BEGIN Available records
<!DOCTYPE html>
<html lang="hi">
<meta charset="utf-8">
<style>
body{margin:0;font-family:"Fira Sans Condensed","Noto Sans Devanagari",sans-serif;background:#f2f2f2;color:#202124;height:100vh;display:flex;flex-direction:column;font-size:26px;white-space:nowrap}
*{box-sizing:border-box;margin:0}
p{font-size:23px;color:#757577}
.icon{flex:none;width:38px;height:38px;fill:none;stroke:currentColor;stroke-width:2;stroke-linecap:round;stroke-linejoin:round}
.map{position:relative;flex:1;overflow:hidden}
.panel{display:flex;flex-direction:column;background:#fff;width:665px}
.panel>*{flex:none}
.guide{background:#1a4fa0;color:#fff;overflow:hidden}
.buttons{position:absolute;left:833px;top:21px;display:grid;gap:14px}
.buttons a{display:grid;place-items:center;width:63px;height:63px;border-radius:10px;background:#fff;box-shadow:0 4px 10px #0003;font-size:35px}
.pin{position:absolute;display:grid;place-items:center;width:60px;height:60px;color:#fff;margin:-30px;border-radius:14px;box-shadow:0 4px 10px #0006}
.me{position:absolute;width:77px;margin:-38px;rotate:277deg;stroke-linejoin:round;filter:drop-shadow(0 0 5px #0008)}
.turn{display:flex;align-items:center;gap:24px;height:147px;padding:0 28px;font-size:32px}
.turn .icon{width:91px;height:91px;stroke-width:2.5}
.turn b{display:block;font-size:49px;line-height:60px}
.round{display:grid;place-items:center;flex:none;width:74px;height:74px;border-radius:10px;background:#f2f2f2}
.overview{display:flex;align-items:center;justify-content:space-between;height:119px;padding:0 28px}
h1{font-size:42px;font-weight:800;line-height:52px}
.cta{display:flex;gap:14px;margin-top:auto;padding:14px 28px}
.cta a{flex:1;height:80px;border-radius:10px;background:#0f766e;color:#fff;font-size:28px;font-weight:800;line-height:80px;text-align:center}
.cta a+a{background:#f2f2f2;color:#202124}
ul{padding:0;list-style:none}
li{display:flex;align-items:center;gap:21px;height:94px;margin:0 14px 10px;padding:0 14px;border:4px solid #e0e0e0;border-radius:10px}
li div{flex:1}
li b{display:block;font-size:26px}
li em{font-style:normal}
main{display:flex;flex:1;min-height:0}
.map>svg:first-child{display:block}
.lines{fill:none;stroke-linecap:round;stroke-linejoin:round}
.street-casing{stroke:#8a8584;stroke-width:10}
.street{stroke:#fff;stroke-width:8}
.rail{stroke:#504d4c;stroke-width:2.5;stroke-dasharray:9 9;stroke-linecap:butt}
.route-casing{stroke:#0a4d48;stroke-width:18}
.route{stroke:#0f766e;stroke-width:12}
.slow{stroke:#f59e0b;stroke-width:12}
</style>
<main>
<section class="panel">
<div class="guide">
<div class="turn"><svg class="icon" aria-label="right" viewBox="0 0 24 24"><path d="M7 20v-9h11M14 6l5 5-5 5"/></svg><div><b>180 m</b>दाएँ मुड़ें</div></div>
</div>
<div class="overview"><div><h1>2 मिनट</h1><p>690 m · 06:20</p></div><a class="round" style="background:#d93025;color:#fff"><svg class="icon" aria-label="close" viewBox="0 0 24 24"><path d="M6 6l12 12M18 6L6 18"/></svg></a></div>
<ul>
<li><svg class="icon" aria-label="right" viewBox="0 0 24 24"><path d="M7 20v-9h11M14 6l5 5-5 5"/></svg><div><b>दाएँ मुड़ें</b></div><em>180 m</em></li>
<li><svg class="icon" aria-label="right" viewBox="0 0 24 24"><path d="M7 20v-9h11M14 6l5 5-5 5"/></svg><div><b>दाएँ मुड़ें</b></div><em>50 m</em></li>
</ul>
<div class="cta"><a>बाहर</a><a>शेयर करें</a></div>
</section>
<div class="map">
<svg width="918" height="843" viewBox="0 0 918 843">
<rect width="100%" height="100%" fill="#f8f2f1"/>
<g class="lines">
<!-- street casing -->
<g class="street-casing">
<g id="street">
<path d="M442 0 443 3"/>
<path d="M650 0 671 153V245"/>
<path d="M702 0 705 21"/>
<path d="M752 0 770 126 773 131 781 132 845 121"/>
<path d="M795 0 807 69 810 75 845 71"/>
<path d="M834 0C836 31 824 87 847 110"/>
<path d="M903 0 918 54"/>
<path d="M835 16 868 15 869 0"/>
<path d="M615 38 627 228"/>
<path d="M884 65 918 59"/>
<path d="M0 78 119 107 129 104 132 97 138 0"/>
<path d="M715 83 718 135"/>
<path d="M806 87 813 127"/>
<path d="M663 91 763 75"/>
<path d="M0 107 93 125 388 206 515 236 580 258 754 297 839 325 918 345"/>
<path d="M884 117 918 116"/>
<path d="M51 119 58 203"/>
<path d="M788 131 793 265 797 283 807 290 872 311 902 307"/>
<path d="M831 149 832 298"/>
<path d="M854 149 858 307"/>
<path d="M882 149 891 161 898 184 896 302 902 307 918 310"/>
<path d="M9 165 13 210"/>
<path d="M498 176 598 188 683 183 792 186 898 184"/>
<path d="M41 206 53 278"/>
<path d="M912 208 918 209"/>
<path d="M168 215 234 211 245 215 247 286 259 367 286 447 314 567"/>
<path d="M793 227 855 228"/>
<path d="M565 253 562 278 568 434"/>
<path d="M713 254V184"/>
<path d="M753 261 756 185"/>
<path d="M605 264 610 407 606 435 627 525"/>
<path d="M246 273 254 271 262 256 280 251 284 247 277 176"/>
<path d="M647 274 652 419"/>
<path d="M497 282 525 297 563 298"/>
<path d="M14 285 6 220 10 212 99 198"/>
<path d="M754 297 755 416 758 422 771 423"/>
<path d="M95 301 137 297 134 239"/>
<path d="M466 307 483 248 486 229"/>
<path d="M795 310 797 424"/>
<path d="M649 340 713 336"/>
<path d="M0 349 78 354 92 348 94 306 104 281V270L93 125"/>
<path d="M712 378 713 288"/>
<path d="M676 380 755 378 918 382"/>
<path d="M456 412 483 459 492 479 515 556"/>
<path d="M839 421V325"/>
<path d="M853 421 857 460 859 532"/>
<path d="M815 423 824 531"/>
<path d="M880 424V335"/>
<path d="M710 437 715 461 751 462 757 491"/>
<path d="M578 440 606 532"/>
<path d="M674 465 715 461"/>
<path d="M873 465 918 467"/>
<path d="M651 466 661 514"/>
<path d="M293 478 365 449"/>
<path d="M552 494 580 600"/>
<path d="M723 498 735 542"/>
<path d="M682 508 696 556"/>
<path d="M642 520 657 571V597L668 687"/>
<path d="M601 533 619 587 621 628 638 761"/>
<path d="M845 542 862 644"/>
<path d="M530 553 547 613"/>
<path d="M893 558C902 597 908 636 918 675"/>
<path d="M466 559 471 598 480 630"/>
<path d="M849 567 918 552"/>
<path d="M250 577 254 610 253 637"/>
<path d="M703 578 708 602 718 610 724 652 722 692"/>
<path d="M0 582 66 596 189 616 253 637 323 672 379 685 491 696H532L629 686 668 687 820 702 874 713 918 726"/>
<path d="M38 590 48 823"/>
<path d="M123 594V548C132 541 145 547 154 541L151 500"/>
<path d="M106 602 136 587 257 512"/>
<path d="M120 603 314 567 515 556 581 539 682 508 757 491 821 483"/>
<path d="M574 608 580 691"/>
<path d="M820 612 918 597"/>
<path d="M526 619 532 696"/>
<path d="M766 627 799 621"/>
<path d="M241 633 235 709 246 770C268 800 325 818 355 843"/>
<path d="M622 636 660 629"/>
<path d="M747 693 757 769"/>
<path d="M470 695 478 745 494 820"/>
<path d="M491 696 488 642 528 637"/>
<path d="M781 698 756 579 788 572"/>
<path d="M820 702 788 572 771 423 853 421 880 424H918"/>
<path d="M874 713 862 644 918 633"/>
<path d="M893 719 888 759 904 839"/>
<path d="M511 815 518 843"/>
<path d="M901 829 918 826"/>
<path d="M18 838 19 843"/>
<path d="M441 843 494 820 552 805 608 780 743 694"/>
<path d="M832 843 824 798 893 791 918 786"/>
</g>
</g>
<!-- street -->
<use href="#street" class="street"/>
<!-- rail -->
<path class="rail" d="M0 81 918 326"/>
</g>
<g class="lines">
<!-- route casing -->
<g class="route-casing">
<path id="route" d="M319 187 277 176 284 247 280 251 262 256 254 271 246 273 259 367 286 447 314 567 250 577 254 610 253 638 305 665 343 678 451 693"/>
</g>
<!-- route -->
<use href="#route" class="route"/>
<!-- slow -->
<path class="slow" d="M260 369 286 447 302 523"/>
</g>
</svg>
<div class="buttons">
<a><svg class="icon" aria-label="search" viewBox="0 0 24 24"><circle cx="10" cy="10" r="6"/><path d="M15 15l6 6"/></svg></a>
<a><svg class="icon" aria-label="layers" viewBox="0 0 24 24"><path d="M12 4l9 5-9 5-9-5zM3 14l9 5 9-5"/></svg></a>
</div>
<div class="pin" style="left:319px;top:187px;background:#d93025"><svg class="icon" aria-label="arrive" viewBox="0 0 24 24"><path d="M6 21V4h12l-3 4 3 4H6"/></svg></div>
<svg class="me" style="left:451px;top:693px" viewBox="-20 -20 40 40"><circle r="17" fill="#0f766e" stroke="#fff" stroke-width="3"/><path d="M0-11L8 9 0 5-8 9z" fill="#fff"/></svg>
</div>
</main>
END Available records
__Directions__
Nothing but a number should be given: the number of lines in the records that contain the word "block".

__Result of this task__
3